Stephen Scott

Recently, my wife and I decided to start nighttime potty training our son. I woke up after a sleepless night, grabbed my phone, and started scrolling through Twitter. Suddenly, I was jolted awake with the news that the federal government fully approved the Pfizer COVID-19 vaccine.

I was overcome with a sense of relief as I recognized this could be a pivotal milestone in the fight against COVID-19 – especially when it comes to the role of employers. After all, I was aware of my firm’s recent survey that indicated some individuals were waiting for full Food and Drug Administration (FDA) approval of the vaccine before getting it.

Now that the FDA has removed the Emergency Use Authorization (EUA) and fully approved the vaccine, the risk of legal exposure diminishes by the day. That begs questions: What do employers need to know about this recent development? Does this change prior decisions? And what steps need to be considered if an employer is deciding whether to impose a workplace vaccine mandate?

“Emergency use” label is dropped

The Pfizer, Moderna and Johnson & Johnson vaccines were all approved pursuant to the FDA’s EUA, which permits the agency to clear drugs, vaccines, medical devices and other products for use on an expedited basis. Although the development process for the vaccines was expedited, they were still subject to trials by tens of thousands of people to determine safety and efficacy – the same process as for other vaccines.

Recently the FDA gave the Pfizer-BioNTech vaccine the highest level of clearance that a medical drug can receive from the government. The acting FDA commissioner stated, “The public can be very confident that this vaccine meets the high standards for safety, effectiveness, and manufacturing quality the FDA requires of an approved product.”

Despite confusion, legal exposure remains low

The FDA’s 2017 guidance on EUA products notes that recipients must be informed about the right of refusal and any accompanying consequences. For example, the EUA includes paperwork instructing health care providers administering the vaccine to tell recipients that they can “refuse” the shot. This language has caused confusion among those who believe they should not be subject to an employer mandate. But this directive is targeted at whether an individual can be forced to take the vaccine by a government entity, not whether an employer can condition an individual’s continued employment on vaccination. After all, in at-will employment settings, an employee can always pursue alternative employment instead of receiving a vaccine.

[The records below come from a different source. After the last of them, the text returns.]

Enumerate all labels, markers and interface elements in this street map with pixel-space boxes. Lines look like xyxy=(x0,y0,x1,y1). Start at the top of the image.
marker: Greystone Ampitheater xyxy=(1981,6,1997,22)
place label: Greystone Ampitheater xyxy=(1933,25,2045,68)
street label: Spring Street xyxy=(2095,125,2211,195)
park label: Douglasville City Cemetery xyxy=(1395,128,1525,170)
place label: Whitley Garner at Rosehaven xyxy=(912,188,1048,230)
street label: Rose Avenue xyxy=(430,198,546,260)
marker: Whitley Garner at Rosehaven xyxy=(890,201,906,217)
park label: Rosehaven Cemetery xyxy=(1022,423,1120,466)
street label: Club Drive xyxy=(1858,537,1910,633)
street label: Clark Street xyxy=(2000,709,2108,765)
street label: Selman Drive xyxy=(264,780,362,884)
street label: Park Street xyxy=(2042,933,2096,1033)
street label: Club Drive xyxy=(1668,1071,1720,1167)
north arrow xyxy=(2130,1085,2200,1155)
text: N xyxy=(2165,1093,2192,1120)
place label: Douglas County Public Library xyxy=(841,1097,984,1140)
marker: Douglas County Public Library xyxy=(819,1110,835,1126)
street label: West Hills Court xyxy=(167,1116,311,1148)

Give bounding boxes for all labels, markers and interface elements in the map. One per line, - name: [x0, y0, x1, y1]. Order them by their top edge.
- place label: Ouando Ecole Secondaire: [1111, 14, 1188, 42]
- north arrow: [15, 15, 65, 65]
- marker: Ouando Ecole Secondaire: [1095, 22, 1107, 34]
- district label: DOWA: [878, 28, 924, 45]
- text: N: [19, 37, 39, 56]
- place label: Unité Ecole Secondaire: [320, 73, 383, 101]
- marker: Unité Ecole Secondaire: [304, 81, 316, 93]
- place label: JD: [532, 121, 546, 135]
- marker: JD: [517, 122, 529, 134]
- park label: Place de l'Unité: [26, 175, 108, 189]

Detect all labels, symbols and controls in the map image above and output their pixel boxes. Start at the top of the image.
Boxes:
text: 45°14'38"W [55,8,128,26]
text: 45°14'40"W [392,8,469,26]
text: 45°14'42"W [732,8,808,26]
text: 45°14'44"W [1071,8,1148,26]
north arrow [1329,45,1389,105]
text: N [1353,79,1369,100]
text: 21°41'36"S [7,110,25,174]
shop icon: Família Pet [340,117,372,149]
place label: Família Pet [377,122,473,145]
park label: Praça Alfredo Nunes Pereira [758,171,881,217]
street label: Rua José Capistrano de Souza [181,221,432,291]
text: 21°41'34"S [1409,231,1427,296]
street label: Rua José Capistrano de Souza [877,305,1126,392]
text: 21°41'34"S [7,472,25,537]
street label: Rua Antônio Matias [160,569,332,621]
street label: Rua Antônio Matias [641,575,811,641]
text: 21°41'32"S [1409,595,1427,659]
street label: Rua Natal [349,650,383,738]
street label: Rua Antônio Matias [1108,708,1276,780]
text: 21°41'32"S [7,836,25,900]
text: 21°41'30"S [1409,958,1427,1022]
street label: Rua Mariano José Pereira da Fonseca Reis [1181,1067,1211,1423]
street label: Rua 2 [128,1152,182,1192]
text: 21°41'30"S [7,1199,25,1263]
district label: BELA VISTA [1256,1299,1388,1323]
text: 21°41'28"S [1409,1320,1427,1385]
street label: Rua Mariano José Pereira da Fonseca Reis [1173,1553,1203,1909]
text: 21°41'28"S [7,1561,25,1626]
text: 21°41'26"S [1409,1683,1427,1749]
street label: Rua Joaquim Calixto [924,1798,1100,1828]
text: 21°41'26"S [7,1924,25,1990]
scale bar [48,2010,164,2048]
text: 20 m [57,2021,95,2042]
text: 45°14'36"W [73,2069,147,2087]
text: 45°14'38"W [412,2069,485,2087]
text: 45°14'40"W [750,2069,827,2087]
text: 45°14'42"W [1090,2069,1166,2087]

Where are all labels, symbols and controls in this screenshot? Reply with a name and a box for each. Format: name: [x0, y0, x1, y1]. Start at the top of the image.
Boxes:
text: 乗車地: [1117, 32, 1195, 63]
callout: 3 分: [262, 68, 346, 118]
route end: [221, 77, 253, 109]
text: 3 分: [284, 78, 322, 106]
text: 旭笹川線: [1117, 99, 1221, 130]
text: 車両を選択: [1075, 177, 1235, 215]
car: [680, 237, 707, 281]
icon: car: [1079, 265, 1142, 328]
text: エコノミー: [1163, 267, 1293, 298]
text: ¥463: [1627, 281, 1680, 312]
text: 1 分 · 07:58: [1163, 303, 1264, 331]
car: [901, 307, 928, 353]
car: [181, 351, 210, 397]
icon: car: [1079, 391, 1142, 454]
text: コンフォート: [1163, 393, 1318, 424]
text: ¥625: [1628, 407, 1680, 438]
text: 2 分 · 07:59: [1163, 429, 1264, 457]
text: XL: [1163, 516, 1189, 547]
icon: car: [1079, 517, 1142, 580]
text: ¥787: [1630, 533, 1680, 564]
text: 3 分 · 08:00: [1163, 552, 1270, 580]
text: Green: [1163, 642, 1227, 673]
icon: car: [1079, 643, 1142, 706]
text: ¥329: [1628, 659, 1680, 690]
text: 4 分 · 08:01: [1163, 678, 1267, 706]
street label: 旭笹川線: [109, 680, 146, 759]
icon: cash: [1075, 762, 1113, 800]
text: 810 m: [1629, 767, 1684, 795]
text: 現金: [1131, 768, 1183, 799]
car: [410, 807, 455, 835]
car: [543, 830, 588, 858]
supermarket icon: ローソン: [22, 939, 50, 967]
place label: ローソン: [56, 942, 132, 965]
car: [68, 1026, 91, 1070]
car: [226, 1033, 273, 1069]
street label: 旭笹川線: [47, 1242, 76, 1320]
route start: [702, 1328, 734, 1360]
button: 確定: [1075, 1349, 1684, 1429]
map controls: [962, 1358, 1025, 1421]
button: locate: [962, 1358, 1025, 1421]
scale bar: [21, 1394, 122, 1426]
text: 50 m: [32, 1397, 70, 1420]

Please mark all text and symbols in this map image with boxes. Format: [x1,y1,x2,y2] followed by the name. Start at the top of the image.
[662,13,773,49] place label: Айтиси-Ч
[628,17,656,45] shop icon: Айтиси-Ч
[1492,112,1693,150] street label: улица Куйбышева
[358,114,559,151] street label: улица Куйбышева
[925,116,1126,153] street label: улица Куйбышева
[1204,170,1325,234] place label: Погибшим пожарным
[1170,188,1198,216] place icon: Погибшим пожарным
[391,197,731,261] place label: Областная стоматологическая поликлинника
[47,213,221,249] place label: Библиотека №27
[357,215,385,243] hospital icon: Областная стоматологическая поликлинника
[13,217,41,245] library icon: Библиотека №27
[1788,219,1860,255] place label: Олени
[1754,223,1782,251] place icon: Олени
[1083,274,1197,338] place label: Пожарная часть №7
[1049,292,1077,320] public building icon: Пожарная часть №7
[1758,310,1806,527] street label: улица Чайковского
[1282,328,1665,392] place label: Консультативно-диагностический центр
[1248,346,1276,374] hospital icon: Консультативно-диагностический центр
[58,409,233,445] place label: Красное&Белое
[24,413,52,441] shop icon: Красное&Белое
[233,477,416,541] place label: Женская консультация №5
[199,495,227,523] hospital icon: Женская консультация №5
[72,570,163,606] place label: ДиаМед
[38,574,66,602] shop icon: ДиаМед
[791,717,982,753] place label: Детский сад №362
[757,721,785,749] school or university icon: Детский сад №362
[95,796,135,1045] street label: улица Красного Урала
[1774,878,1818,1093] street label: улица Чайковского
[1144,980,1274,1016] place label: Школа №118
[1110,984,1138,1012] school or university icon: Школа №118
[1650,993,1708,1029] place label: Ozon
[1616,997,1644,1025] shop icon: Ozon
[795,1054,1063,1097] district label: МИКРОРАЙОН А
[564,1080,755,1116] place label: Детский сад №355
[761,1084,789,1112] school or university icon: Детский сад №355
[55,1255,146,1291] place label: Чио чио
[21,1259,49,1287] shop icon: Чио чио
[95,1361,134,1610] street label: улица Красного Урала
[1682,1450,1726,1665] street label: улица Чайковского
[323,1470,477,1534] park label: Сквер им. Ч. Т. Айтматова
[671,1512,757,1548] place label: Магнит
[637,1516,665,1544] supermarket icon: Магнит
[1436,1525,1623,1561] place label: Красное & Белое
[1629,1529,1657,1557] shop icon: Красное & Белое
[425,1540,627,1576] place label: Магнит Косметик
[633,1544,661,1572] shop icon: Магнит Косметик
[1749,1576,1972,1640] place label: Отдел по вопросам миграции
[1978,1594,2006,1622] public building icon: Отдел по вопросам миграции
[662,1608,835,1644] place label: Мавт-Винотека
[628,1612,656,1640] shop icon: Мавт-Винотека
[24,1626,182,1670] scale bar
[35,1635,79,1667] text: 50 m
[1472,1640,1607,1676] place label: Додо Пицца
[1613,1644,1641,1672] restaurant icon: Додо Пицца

Employers that previously mandated the vaccine should not fret. Late last year, the Equal Employment Opportunity Commission (EEOC) stated that employers can require their workers to get the current COVID-19 vaccines without violating most federal antidiscrimination laws (subject to reasonable accommodation principles, of course). Multiple courts have upheld mandates in the face of lawsuits filed by disgruntled workers who did not want to comply with a vaccine requirement. Moreover, less than a month ago, the U.S. Department of Justice expressed the opinion that EUA status does not prevent employers, schools and other entities from mandating COVID-19 vaccinations.

Still, despite the mounting body of evidence that legal exposure was low, some employers were waiting for removal of the EUA designation as the final step before considering a mandate. Now that the Pfizer vaccine has been fully cleared and other COVID-19 vaccine approvals are sure to follow in the coming weeks and months, the time is right for employers hesitant to mandate vaccination to brush up on the basics.

Six steps to consider with a vaccine mandate

If either you or Gov. Kate Brown decides that it’s time to impose a vaccine mandate on your workforce, here are the six steps you should consider:

  1. Spend time considering how your employees, customers and other constituents are likely to respond to the policy, including how you will handle pushback. Anticipate and prepare for certain levels and forms of anxiety and/or resistance – even if the EUA has been removed.
  2. Figure out the best way to communicate your policy to employees, including how much notice to provide before implementing the requirement, how proof of vaccination will be kept, and who within the company will have access to the confidential information.
  3. Consider related logistics, including compensation issues that may be implicated for the time spent traveling to and receiving the vaccine and any related reimbursement costs. Make sure you also understand when employees are entitled to be paid for their time, such as supplemental paid sick leave for time taken to receive the vaccine or to recover from any side effects.
  4. Develop a robust and clear reasonable accommodation policy to address religious and disability issues. Take special care to communicate and administer the accommodation process in a thoughtful way, with emphasis on individualized, confidential consideration of each request.
  5. Be wary about the issues raised by posing prescreening vaccination questions that may trigger an ADA requirement.
  6. Develop a designated “vaccine team” for coordinating this entire process.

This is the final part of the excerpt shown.